[RECORDS SUPPLIED]
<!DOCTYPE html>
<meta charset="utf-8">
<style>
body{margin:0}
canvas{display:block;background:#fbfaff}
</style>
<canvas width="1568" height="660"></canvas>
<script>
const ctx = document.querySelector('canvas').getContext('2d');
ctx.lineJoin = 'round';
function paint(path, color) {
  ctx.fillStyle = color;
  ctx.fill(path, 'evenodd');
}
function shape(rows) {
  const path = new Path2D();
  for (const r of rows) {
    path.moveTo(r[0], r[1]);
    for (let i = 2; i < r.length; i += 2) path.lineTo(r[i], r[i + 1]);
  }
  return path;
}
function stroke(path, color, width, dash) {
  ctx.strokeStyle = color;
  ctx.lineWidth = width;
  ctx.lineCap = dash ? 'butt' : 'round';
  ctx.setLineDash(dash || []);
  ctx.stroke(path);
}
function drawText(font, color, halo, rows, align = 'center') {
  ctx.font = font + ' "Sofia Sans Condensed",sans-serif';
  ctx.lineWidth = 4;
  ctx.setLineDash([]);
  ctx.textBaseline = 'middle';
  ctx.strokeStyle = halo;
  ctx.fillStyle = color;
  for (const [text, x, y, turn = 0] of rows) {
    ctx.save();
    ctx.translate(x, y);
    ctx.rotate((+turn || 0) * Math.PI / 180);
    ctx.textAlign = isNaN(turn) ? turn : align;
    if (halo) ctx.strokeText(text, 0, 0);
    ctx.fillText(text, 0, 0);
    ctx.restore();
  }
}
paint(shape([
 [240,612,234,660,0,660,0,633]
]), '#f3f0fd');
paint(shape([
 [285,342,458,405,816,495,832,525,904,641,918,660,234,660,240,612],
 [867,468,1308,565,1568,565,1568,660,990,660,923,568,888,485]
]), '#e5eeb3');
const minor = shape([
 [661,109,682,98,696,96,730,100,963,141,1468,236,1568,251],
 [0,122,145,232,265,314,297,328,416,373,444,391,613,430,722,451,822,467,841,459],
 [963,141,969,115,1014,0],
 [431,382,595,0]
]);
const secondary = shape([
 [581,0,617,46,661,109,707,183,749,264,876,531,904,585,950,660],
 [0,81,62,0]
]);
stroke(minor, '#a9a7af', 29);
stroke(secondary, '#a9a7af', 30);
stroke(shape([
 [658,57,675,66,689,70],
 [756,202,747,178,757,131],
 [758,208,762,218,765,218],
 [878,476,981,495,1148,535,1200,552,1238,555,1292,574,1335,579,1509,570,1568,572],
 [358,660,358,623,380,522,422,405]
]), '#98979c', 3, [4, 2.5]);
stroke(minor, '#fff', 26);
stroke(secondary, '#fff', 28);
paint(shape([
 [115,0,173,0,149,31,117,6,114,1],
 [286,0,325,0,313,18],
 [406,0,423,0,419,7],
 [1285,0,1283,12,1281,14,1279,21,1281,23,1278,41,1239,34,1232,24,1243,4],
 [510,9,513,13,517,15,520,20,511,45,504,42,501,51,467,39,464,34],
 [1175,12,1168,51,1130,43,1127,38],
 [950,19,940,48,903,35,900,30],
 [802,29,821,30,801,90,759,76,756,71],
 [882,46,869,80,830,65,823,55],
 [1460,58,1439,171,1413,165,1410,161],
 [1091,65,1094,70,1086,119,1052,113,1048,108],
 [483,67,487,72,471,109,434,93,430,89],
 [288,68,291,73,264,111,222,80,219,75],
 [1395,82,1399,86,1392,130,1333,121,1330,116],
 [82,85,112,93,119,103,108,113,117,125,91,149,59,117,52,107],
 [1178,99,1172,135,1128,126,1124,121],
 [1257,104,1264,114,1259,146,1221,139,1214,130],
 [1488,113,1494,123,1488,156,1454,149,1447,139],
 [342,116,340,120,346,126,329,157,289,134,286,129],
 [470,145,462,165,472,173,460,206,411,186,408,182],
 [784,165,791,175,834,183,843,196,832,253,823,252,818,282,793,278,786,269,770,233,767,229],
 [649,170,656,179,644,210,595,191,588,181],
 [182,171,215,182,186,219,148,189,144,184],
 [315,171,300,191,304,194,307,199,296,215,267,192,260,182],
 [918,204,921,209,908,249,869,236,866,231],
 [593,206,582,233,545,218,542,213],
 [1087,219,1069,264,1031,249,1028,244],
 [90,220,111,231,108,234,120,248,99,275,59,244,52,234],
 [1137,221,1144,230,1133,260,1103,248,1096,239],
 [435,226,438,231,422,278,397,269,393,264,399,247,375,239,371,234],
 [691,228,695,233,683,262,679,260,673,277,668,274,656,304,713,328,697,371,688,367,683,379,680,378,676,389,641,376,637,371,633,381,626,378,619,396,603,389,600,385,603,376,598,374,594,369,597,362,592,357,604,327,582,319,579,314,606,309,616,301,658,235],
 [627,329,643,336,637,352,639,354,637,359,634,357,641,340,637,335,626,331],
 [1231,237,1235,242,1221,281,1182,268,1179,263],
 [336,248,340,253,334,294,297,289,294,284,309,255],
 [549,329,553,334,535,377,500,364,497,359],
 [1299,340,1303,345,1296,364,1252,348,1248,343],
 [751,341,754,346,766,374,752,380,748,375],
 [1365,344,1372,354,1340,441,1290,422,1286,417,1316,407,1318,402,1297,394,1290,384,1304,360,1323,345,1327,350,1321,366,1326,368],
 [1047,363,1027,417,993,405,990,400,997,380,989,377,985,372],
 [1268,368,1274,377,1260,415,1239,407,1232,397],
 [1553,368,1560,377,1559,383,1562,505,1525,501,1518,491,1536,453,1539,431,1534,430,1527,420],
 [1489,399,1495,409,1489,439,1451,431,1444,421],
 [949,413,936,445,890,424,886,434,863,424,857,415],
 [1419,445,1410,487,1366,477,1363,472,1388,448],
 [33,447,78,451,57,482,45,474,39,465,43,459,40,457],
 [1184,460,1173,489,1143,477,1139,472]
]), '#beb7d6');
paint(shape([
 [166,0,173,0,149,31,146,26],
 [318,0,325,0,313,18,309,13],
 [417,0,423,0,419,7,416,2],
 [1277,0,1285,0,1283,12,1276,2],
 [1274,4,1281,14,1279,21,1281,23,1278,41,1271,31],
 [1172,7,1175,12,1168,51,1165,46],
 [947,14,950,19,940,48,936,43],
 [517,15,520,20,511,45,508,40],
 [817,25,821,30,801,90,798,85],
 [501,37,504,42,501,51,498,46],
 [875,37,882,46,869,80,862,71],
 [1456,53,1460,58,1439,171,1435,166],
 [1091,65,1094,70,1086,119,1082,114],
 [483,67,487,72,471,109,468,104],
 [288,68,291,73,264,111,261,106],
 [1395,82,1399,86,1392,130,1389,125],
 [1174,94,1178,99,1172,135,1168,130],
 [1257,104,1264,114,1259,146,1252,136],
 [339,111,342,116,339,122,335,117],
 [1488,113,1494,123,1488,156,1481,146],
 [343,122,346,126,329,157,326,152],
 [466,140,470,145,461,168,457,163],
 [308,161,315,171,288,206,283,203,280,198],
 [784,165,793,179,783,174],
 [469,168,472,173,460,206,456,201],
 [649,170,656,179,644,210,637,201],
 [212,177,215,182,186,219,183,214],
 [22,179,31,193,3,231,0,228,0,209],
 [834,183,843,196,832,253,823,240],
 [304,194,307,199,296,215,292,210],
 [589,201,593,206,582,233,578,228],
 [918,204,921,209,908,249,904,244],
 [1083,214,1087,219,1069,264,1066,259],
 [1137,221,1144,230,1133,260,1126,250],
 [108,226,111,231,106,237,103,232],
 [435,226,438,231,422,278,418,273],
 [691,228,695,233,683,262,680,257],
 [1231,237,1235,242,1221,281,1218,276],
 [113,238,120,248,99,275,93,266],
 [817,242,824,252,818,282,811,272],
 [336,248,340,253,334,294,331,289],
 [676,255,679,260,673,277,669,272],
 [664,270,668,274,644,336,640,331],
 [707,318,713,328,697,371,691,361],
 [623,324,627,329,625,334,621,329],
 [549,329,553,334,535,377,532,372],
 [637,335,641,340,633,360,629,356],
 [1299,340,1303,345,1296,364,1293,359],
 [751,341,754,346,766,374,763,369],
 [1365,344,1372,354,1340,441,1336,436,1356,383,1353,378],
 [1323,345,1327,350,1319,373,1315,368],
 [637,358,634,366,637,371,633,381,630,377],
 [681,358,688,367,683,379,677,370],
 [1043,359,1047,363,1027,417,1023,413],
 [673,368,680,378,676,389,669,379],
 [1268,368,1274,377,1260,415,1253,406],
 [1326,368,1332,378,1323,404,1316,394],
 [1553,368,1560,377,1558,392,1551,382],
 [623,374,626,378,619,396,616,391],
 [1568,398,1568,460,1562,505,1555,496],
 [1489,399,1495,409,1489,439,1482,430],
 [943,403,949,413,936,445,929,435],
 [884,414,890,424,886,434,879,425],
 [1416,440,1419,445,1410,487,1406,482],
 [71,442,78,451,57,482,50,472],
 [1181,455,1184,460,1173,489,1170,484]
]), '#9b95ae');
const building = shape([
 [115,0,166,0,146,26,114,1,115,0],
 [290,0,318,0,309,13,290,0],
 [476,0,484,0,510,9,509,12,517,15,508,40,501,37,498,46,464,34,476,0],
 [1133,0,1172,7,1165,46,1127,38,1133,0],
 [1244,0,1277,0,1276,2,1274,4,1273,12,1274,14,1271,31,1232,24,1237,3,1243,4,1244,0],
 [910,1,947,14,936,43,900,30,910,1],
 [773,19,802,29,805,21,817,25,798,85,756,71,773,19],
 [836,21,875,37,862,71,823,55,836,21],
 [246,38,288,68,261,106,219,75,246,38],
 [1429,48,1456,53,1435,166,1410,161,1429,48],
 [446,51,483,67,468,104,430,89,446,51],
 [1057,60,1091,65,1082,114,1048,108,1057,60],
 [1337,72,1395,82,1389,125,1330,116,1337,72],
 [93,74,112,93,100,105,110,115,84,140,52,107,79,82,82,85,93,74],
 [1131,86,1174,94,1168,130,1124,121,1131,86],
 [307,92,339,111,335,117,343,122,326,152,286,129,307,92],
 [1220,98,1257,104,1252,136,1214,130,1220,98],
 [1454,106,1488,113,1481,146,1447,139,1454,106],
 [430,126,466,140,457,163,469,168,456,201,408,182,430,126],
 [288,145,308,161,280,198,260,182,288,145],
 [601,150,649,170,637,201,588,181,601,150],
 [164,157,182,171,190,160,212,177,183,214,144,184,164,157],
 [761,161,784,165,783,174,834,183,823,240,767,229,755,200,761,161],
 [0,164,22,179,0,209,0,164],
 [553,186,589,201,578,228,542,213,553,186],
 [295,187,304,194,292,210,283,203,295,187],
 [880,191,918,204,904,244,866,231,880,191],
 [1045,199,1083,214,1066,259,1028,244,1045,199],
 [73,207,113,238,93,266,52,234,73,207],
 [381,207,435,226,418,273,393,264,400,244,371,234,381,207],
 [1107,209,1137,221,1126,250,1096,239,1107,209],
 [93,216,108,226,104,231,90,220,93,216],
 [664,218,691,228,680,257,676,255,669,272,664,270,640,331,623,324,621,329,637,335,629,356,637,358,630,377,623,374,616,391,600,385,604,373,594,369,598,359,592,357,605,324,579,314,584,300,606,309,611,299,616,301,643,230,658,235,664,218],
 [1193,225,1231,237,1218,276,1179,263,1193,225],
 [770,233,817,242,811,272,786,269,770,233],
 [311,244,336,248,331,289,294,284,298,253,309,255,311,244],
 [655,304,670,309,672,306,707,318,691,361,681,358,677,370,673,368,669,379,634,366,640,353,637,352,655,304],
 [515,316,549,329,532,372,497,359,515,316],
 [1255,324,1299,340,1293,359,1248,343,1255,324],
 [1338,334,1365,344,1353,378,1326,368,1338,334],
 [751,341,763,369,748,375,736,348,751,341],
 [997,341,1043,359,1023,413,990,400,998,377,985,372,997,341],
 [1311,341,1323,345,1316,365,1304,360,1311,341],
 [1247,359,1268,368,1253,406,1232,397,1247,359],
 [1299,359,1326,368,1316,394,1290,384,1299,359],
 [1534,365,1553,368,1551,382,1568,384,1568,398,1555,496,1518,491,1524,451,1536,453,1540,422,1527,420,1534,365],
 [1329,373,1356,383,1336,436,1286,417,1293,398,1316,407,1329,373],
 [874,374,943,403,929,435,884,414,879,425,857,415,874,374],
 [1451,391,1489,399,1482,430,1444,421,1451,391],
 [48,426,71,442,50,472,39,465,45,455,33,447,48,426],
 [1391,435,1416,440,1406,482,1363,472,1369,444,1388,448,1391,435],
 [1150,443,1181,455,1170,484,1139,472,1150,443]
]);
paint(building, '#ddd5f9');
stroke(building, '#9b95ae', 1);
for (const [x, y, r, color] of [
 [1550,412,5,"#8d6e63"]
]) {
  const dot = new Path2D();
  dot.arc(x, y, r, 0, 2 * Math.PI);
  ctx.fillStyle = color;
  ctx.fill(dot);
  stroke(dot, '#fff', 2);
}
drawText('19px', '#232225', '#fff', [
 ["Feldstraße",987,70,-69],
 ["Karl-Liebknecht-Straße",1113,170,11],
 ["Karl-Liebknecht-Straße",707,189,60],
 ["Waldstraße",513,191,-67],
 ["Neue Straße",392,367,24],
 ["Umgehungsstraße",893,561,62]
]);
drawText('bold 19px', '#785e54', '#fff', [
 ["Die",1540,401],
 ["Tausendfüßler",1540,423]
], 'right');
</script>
[/RECORDS SUPPLIED]
## [TASK TO COMPLETE]
Lines of the listing above that include the string "function" should each be copied.

## [ANSWER FOR THE TASK]
function paint(path, color) {
function shape(rows) {
function stroke(path, color, width, dash) {
function drawText(font, color, halo, rows, align = 'center') {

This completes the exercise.